Adrian Mastracci, portfolio manager at KCM Wealth Management Inc. in Vancouver, says that, while BlackRock and Claymore take different approaches, there are enough similarities that he is "sure there is going to be some amalgamation" of funds once the deal closes.

"We are not happy to see Claymore go, of course, because we like competition. Competition is good for investors, and it's good for advisers when we have more things to look at. So we are probably going to lose some things [as a result of the acquisition] and we are just going to have to deal with that."

Still, Mr. Mastracci adds, it is a vibrant market and new products will emerge – both from the BlackRock-Claymore combination and their competitors in the ETF field, including establishment players such as Bank of Montreal and Royal Bank of Canada, along with Toronto-based Horizons ETF Management Inc. and new entrant Vanguard Group Inc.

ETFs provide an attractive, low-cost alternative to mutual funds and, with investors seriously embracing ETFs, there is tremendous room for growth, Mr. Mastracci says. "The mutual fund industry is a behemoth in comparison to the ETFs, but I would say the ETFs are nipping at their heels, and every year they nip a little more."

Investor awareness "is very high now," says Ms. Wiley, a University of Western Ontario sociology graduate who landed in the asset management field by happenstance when she was hired to fill in for a maternity leave at State Street Global Advisors. Discovering a passion for the business, Ms. Wiley went on to earn her chartered financial analyst designation and "has never looked back."

ETF assets are now equivalent to about 5 per cent of all mutual fund assets under management in Canada, up from 3.6 per cent three years ago. With its Claymore acquisition, BlackRock is in a better position to capitalize on the growing appetite for ETFs with a broad range of products that, she says, have "democratized investing" by giving individual investors access to institutional-class investment opportunities for relatively low fees compared with the management expense ratios charged by mutual fund managers.

"The markets are not delivering double-digit returns, nor does anybody expect that's going to happen any time soon, I would think." As a result, investors are paying much closer attention to how much they are shelling out in management fees, she says.

The cost differential varies dramatically depending on the product, Mr. Seif adds in a separate interview, but ETF fees typically come in at between one-tenth to one-quarter the cost of traditional mutual funds.

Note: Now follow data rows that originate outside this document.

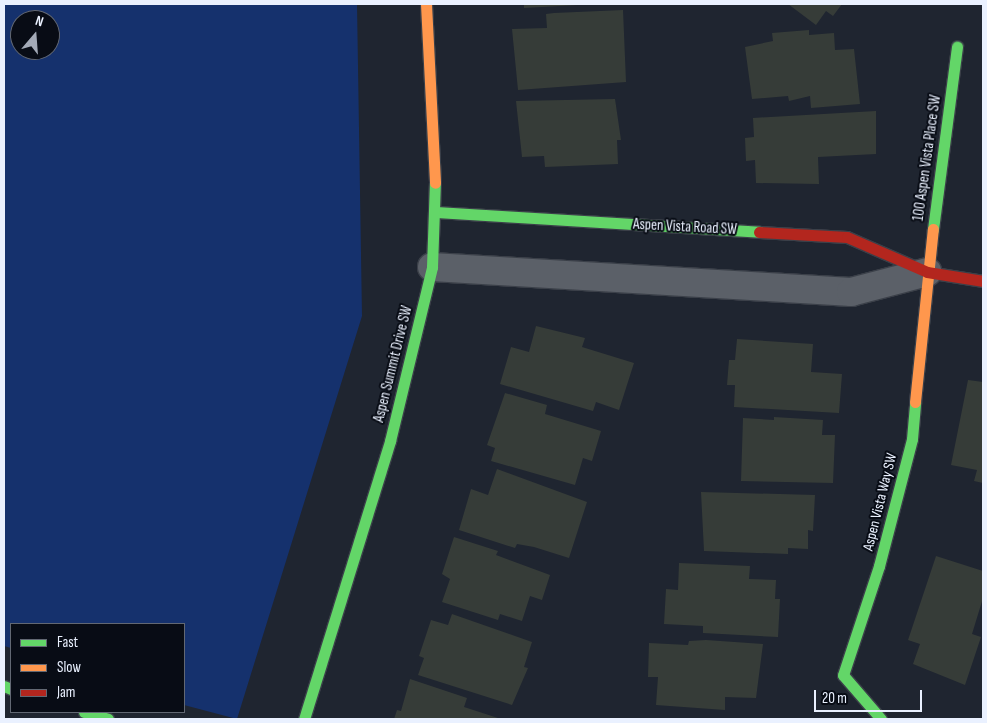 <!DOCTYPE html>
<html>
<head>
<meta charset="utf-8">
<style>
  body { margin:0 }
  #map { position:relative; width:987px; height:723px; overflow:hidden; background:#1f2530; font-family:"Sofia Sans Condensed",sans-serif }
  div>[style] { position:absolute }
  .green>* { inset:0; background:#15316d }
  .building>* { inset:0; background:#363c38 }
  .roads { filter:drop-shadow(1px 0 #3b4049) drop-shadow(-1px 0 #3b4049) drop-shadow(0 1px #3b4049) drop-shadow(0 -1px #3b4049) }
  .street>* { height:28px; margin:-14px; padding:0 14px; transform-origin:14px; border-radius:14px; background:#5b6068 }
  .fast>* { height:11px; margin:-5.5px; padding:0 5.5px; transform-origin:5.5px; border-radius:5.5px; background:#63d668 }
  .slow>* { height:11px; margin:-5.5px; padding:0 5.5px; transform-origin:5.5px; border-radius:5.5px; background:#ff974d }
  .jam>* { height:11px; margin:-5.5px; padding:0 5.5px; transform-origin:5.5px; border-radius:5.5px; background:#b3261e }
  span { translate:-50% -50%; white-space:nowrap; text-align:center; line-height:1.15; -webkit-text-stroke:4px #080c15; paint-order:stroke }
  .street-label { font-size:15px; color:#eaf1ff }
  .frame { position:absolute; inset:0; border:5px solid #eaf1ff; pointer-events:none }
  .legend { position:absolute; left:10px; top:623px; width:175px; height:90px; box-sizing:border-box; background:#080c15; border:1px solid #626873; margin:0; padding:6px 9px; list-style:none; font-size:15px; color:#eaf1ff }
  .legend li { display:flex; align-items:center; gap:10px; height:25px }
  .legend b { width:25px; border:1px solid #626873 }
  .north { position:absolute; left:10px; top:10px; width:50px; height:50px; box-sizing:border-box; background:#080c15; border:1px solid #626873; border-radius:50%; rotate:18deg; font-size:14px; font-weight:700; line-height:20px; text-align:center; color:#eaf1ff }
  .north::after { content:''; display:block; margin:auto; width:18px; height:22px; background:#a3aab7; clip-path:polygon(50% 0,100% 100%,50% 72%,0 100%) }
  .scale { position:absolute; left:814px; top:690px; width:108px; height:22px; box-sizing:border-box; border:2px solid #eaf1ff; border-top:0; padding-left:6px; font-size:15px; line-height:18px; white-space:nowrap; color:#eaf1ff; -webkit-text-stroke:4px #080c15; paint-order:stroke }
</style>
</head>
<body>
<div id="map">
  <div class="green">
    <div style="clip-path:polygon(evenodd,4px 4px,357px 4px,362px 316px,237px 719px,184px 705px,184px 624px,11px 624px,11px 648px,4px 646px,4px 4px,20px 20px,50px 20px,50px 50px,20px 50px,20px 20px)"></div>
  </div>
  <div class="building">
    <div style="clip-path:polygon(524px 4px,578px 4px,578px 5px,524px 8px)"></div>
    <div style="clip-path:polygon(788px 4px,842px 4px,833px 16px,826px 11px,816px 25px)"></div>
    <div style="clip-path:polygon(623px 10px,626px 82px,518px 90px,512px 29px,547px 28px,546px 14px,554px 13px)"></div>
    <div style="clip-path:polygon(809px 30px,809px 35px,834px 33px,835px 50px,854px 49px,860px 104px,811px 108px,810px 96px,789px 101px,788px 96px,752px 99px,745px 47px,773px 41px,772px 33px)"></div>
    <div style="clip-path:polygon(615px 99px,621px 140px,617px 140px,618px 164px,545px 167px,544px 156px,522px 157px,516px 101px)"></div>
    <div style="clip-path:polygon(876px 111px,876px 154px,818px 157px,819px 184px,756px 183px,755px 160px,746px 161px,745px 138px,754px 137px,753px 118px)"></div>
    <div style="clip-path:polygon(536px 326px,585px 338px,582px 347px,634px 363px,619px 410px,596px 402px,593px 411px,500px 384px,511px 347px,529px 352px)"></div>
    <div style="clip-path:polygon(737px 339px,813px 344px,811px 372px,842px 374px,839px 413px,734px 407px,735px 385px,727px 385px,729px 360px,735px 360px)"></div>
    <div style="clip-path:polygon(968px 380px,983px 382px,983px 483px,974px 481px,977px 470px,951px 465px)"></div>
    <div style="clip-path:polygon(505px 393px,547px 405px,545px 414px,601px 431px,592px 461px,583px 458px,575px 485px,491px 461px,495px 448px,487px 445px)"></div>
    <div style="clip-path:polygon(774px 417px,823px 420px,822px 435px,835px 435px,833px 483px,741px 481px,743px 418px,774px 420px)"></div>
    <div style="clip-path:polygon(497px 469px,587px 502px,569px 558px,534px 547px,517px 544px,515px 548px,459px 530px,471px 489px,488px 495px)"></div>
    <div style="clip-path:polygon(701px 492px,815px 495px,813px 531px,808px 530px,808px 549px,788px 548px,788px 554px,704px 551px)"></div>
    <div style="clip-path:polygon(454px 537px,498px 551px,496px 555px,550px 575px,542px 600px,530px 596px,522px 621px,500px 614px,498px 620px,442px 602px,450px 579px,442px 574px)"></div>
    <div style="clip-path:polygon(936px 556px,983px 571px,983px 598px,972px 634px,981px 637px,965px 685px,913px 664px,920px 644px,908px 640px)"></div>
    <div style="clip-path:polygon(679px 563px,750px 566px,749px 579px,776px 580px,775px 599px,780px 599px,778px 637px,703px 633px,703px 626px,664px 624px,666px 589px,678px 590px)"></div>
    <div style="clip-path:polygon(452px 614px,532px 642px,524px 667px,528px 668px,512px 705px,418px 675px,424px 658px,419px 656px,431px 620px,448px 625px)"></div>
    <div style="clip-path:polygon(706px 640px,763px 644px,756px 698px,725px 697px,725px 710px,656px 705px,658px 677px,648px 677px,649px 643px,688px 645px,689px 641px)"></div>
    <div style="clip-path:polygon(410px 679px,467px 698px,464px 707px,501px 719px,394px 719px,397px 710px,401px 711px)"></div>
  </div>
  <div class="roads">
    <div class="street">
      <div style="left:432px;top:267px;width:420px;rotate:3.4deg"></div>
      <div style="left:851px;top:292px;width:79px;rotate:-14.7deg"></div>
    </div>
    <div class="fast">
      <div style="left:436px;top:212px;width:324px;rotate:3.5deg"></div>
      <div style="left:933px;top:229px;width:184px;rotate:-82.5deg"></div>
      <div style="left:4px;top:686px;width:8px;rotate:23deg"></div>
      <div style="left:84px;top:712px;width:25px;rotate:16deg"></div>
      <div style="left:304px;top:719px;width:291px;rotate:-72.8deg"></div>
      <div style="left:390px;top:441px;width:179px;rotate:-76.4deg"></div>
      <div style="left:432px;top:267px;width:84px;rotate:-88deg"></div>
      <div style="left:881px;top:719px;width:58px;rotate:-130.8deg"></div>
      <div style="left:843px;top:675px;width:115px;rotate:-71.7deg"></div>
      <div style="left:879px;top:566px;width:131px;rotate:-75.4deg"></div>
      <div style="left:912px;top:439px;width:37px;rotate:-85deg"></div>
    </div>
    <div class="slow">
      <div style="left:426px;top:4px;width:179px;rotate:87.1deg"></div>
      <div style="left:915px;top:402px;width:174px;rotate:-84.1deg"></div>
    </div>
    <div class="jam">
      <div style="left:759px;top:232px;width:88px;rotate:3.3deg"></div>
      <div style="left:847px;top:237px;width:87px;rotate:23.6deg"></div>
      <div style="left:927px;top:272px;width:57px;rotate:9.1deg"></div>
    </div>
  </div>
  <div class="street-label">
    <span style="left:927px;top:158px;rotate:-82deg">100 Aspen Vista Place SW</span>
    <span style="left:685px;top:227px;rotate:3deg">Aspen Vista Road SW</span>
    <span style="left:393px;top:364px;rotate:-76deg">Aspen Summit Drive SW</span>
    <span style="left:880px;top:502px;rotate:-76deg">Aspen Vista Way SW</span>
  </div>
  <div class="frame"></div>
  <ul class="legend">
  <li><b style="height:6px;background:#63d668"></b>Fast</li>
  <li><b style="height:6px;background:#ff974d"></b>Slow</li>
  <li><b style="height:6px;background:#b3261e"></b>Jam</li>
  </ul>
  <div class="north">N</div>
  <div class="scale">20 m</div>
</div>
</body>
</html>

Both Mr. Seif and Ms. Wiley believe that the biggest market inroads will be made not so much against other ETF providers, but against the mutual fund industry.

"That's where the majority of assets lie, and that's where we feel we have a really strong alternative for investors," Ms. Wiley said. "So this is really an exciting combination that we have taken on here."

For his part, Mr. Seif said there is "still a lot to be figured out, we are still in the midst of an overall process … we haven't resolved roles in any way.

"But I would say that people at Claymore are really excited and committed to the future with BlackRock, myself included. We see a very bright future for the platform."